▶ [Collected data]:
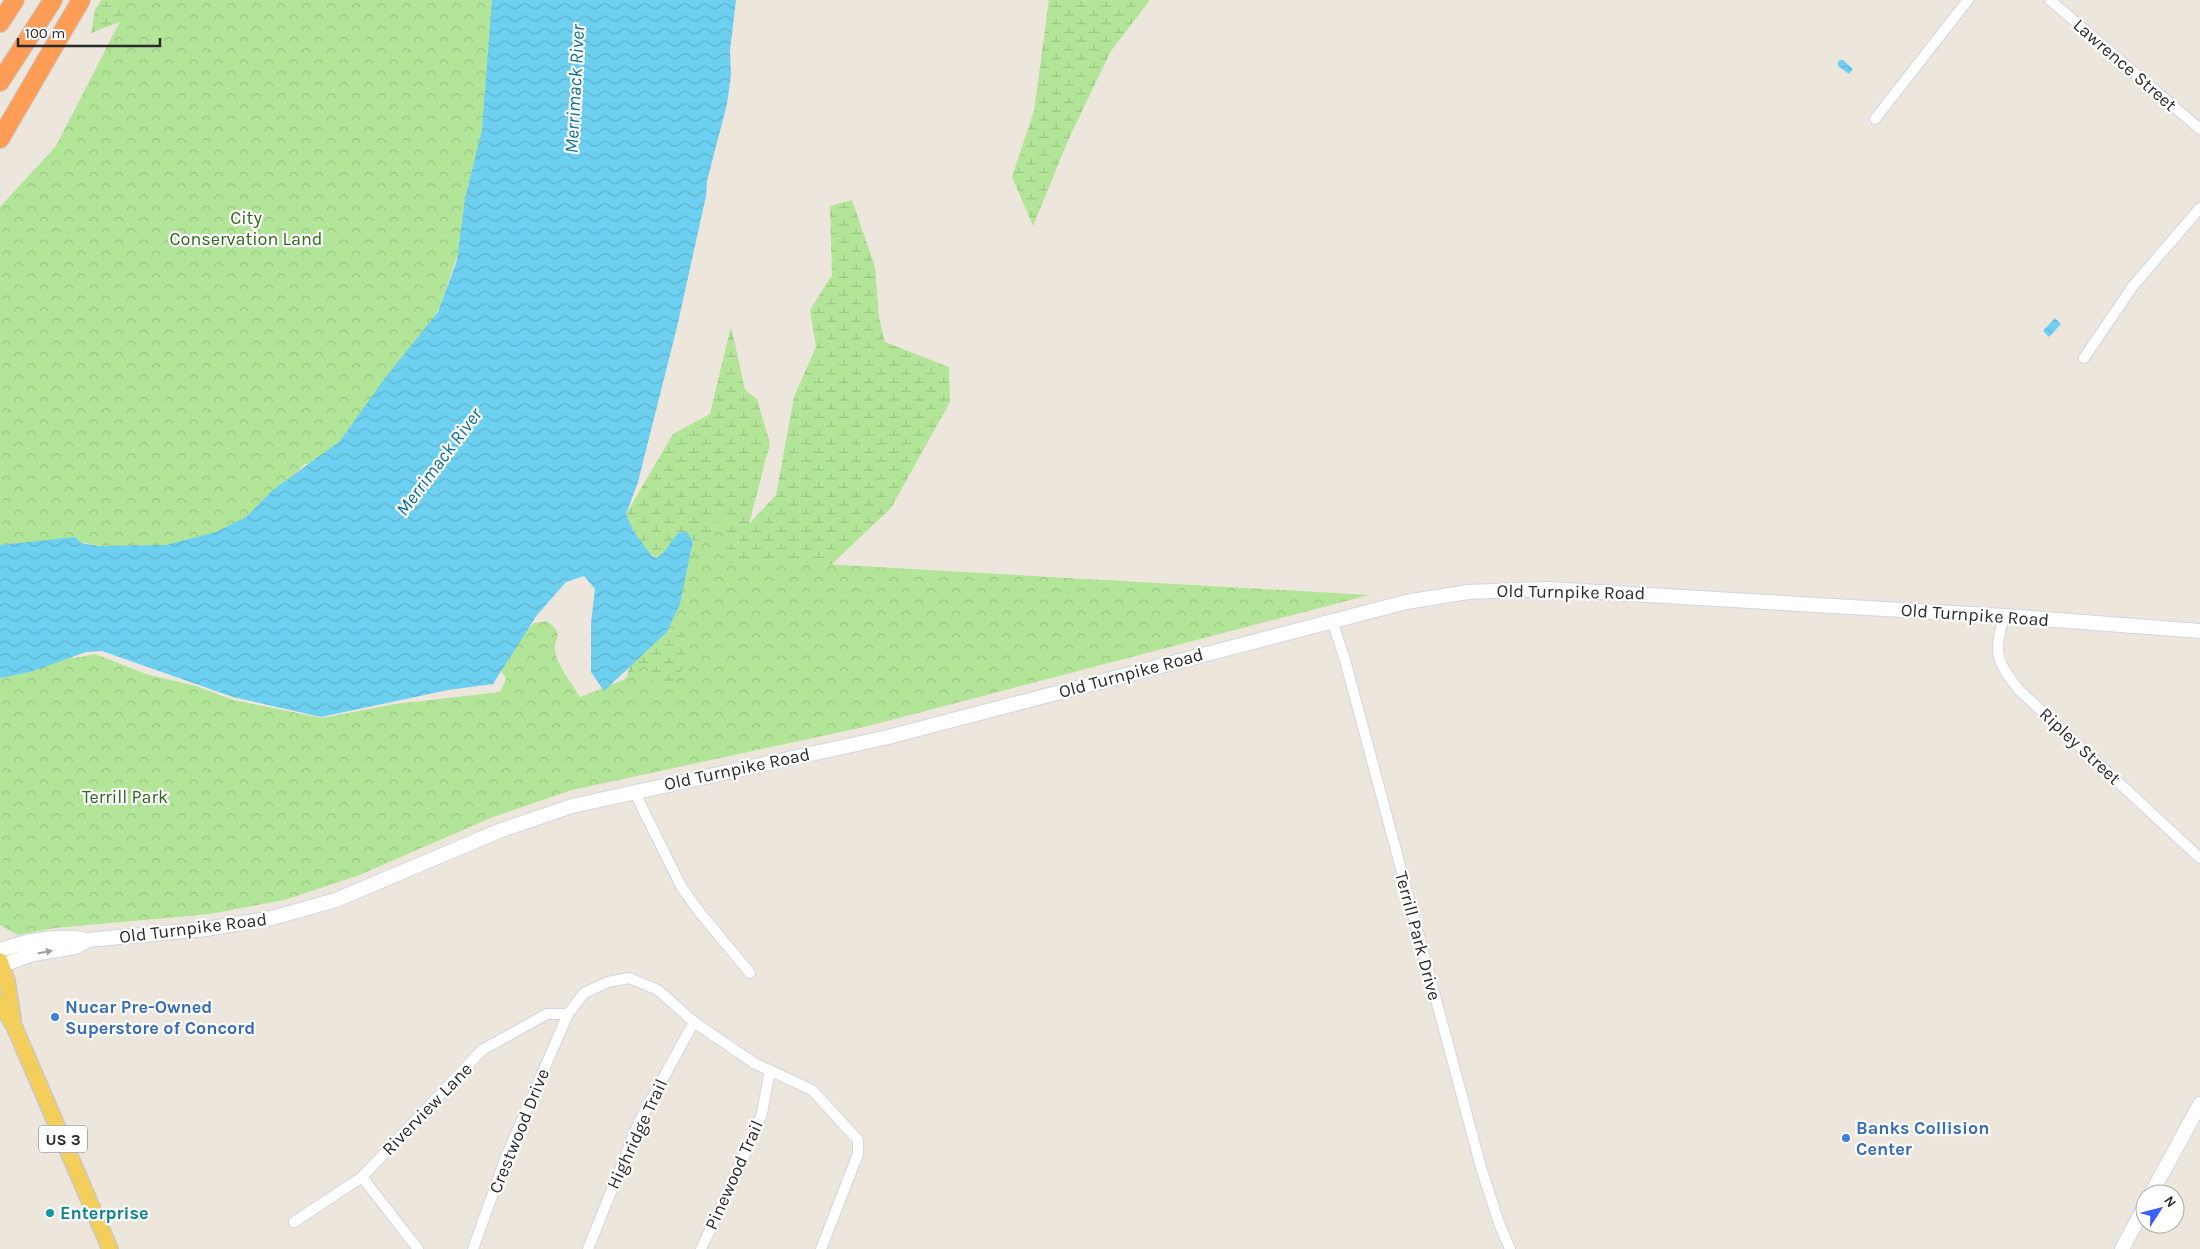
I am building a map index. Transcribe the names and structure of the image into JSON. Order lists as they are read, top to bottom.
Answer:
{
  "streets": {
    "main road": ["US 3"],
    "street": [
      "Lawrence Street",
      "Old Turnpike Road",
      "Ripley Street",
      "Terrill Park Drive",
      "Riverview Lane",
      "Crestwood Drive",
      "Highridge Trail",
      "Pinewood Trail"
    ]
  },
  "crossings": [
    ["Old Turnpike Road", "Ripley Street"],
    ["Old Turnpike Road", "Terrill Park Drive"],
    ["Old Turnpike Road", "US 3"],
    ["Riverview Lane", "Crestwood Drive"],
    ["Crestwood Drive", "Highridge Trail"],
    ["Crestwood Drive", "Pinewood Trail"]
  ],
  "water": ["Merrimack River"],
  "parks": ["City Conservation Land", "Terrill Park"],
  "places": ["Nucar Pre-Owned Superstore of Concord", "Banks Collision Center", "Enterprise"],
  "scale_bar": "100 m",
  "north": "top right"
}
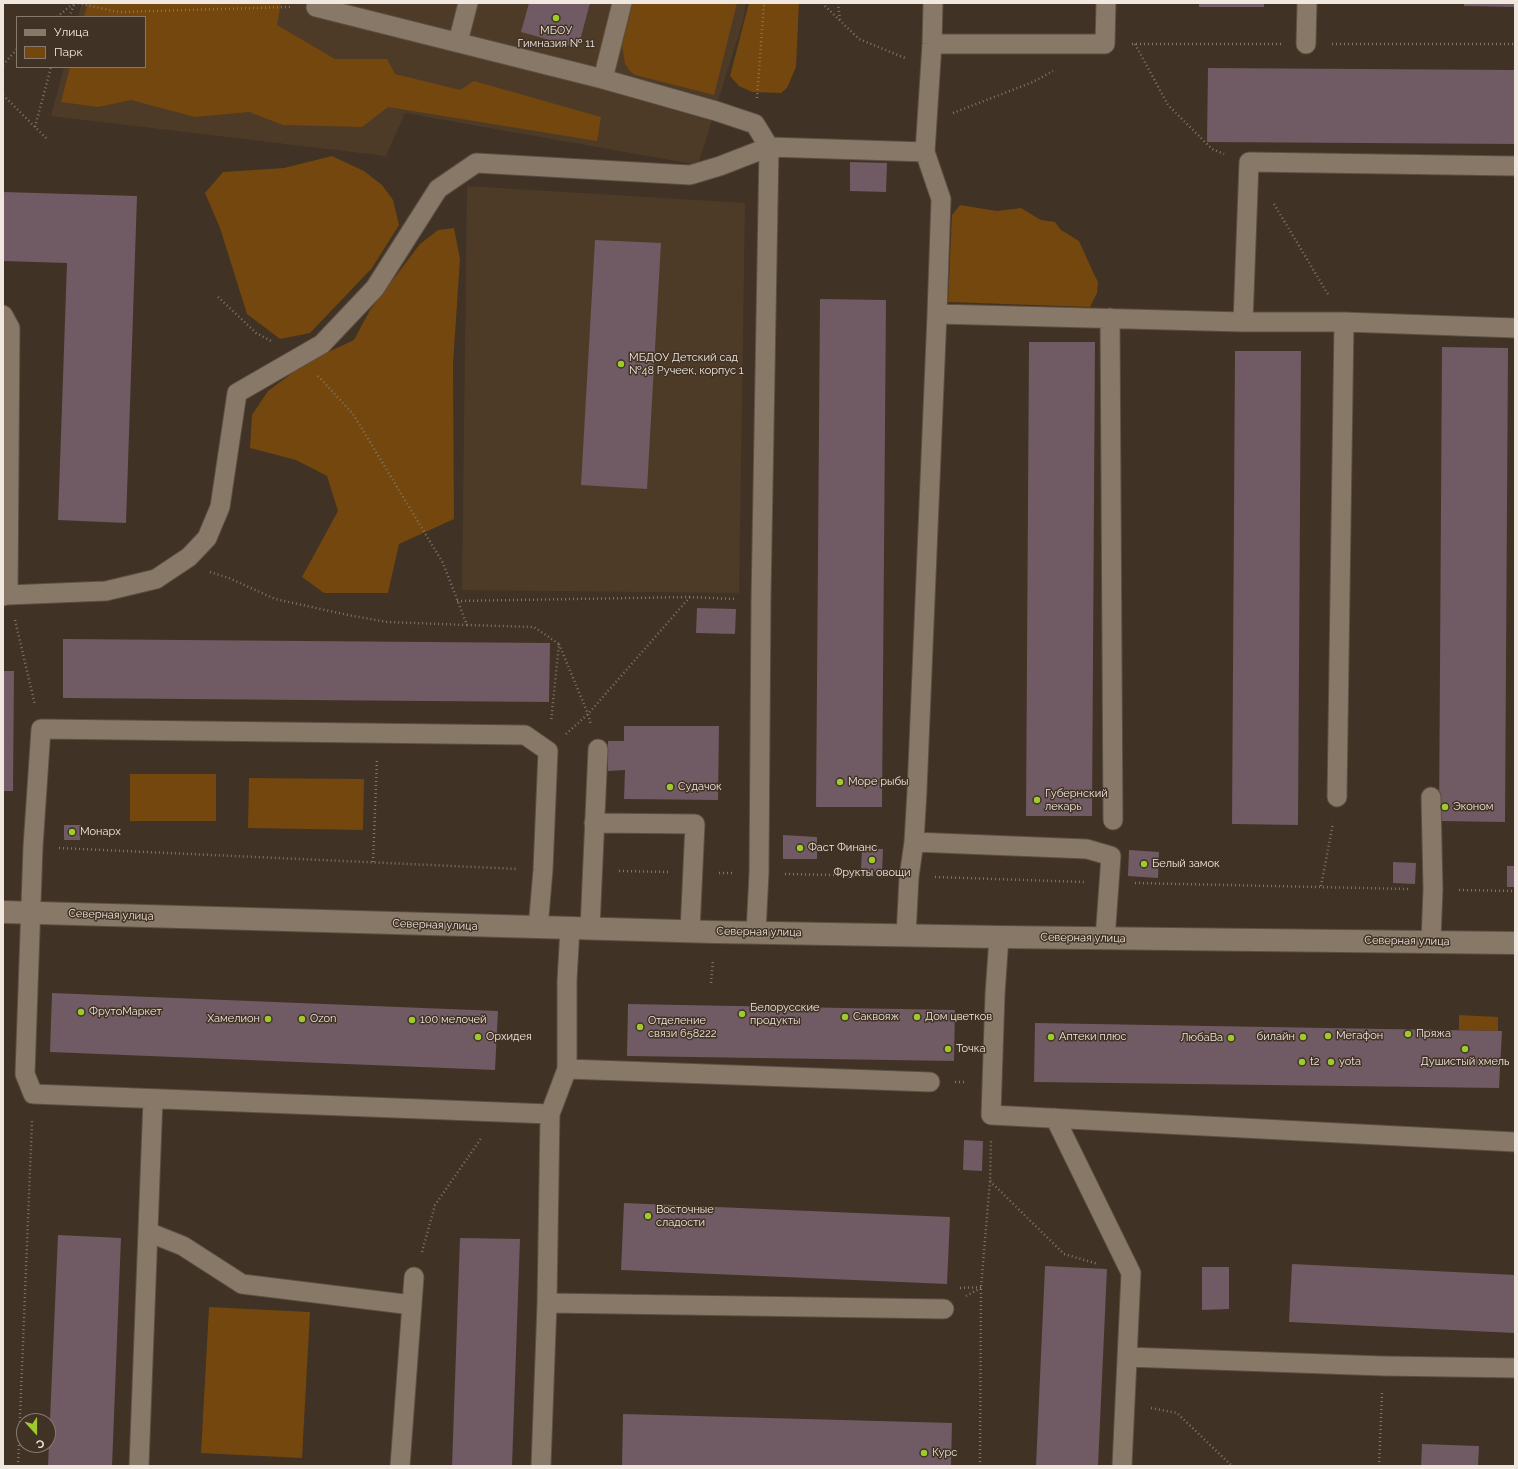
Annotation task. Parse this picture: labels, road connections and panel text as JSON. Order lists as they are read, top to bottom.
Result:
{
  "streets": {
    "main road": ["Северная улица"]
  },
  "places": [
    "МБОУ Гимназия № 11",
    "МБДОУ Детский сад №48 Ручеек, корпус 1",
    "Море рыбы",
    "Судачок",
    "Губернский лекарь",
    "Эконом",
    "Монарх",
    "Фаст Финанс",
    "Фрукты овощи",
    "Белый замок",
    "ФрутоМаркет",
    "Белорусские продукты",
    "Саквояж",
    "Дом цветков",
    "Хамелион",
    "Ozon",
    "100 мелочей",
    "Отделение связи 658222",
    "Пряжа",
    "Мегафон",
    "Орхидея",
    "Аптеки плюс",
    "билайн",
    "ЛюбаВа",
    "Точка",
    "Душистый хмель",
    "t2",
    "yota",
    "Восточные сладости",
    "Курс"
  ],
  "legend": ["Улица", "Парк"],
  "north": "bottom"
}
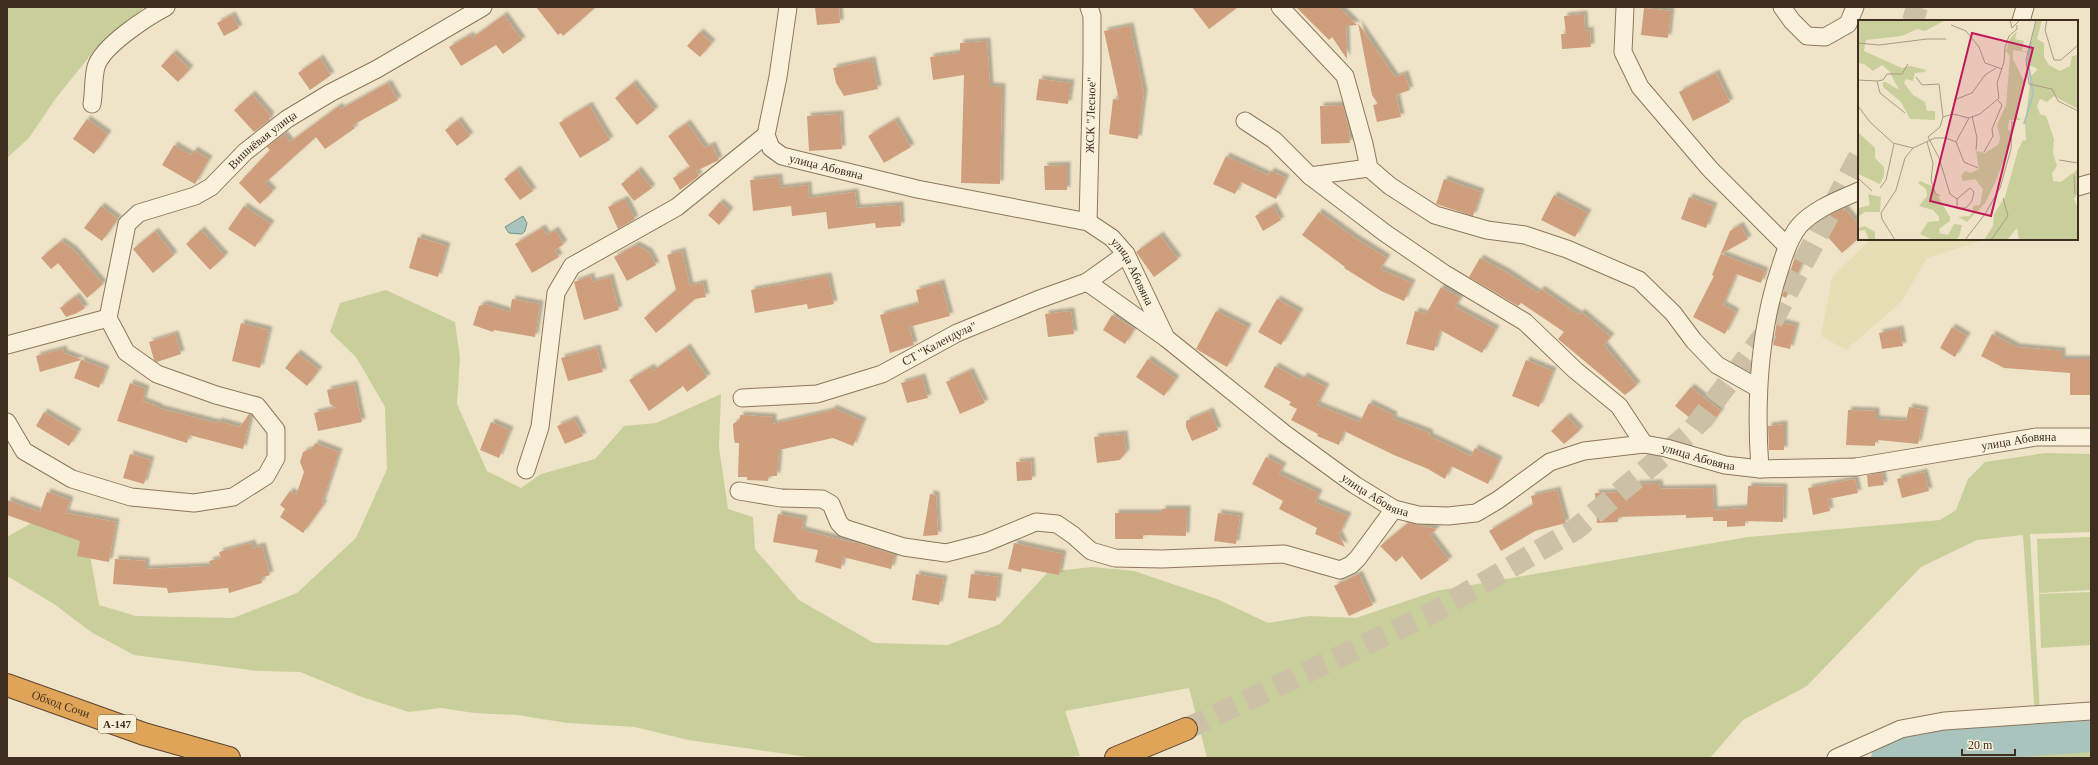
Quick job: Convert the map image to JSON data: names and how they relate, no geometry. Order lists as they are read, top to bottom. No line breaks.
{"streets":{"highway":["Обход Сочи","А-147"],"street":["ЖСК \"Лесное\"","Вишнёвая улица","улица Абовяна","СТ \"Календула\""]},"crossings":[["ЖСК \"Лесное\"","улица Абовяна"],["улица Абовяна","СТ \"Календула\""]],"scale_bar":"20 m"}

▶ [Instructions for the task]:
Please give the data above again in exact form and omit every picture.

▶ [Response to this task]:
I am building a map index. Transcribe the names and structure of the image into JSON. Order lists as they are read, top to bottom.
Answer:
{
  "streets": {
    "main road": ["US 3"],
    "street": [
      "Lawrence Street",
      "Old Turnpike Road",
      "Ripley Street",
      "Terrill Park Drive",
      "Riverview Lane",
      "Crestwood Drive",
      "Highridge Trail",
      "Pinewood Trail"
    ]
  },
  "crossings": [
    ["Old Turnpike Road", "Ripley Street"],
    ["Old Turnpike Road", "Terrill Park Drive"],
    ["Old Turnpike Road", "US 3"],
    ["Riverview Lane", "Crestwood Drive"],
    ["Crestwood Drive", "Highridge Trail"],
    ["Crestwood Drive", "Pinewood Trail"]
  ],
  "water": ["Merrimack River"],
  "parks": ["City Conservation Land", "Terrill Park"],
  "places": ["Nucar Pre-Owned Superstore of Concord", "Banks Collision Center", "Enterprise"],
  "scale_bar": "100 m",
  "north": "top right"
}
Annotation task. Parse this picture: labels, road connections and panel text as JSON. Order lists as they are read, top to bottom.
Result:
{
  "streets": {
    "main road": ["Северная улица"]
  },
  "places": [
    "МБОУ Гимназия № 11",
    "МБДОУ Детский сад №48 Ручеек, корпус 1",
    "Море рыбы",
    "Судачок",
    "Губернский лекарь",
    "Эконом",
    "Монарх",
    "Фаст Финанс",
    "Фрукты овощи",
    "Белый замок",
    "ФрутоМаркет",
    "Белорусские продукты",
    "Саквояж",
    "Дом цветков",
    "Хамелион",
    "Ozon",
    "100 мелочей",
    "Отделение связи 658222",
    "Пряжа",
    "Мегафон",
    "Орхидея",
    "Аптеки плюс",
    "билайн",
    "ЛюбаВа",
    "Точка",
    "Душистый хмель",
    "t2",
    "yota",
    "Восточные сладости",
    "Курс"
  ],
  "legend": ["Улица", "Парк"],
  "north": "bottom"
}
Quick job: Convert the map image to JSON data: names and how they relate, no geometry. Order lists as they are read, top to bottom. No line breaks.
{"streets":{"highway":["Обход Сочи","А-147"],"street":["ЖСК \"Лесное\"","Вишнёвая улица","улица Абовяна","СТ \"Календула\""]},"crossings":[["ЖСК \"Лесное\"","улица Абовяна"],["улица Абовяна","СТ \"Календула\""]],"scale_bar":"20 m"}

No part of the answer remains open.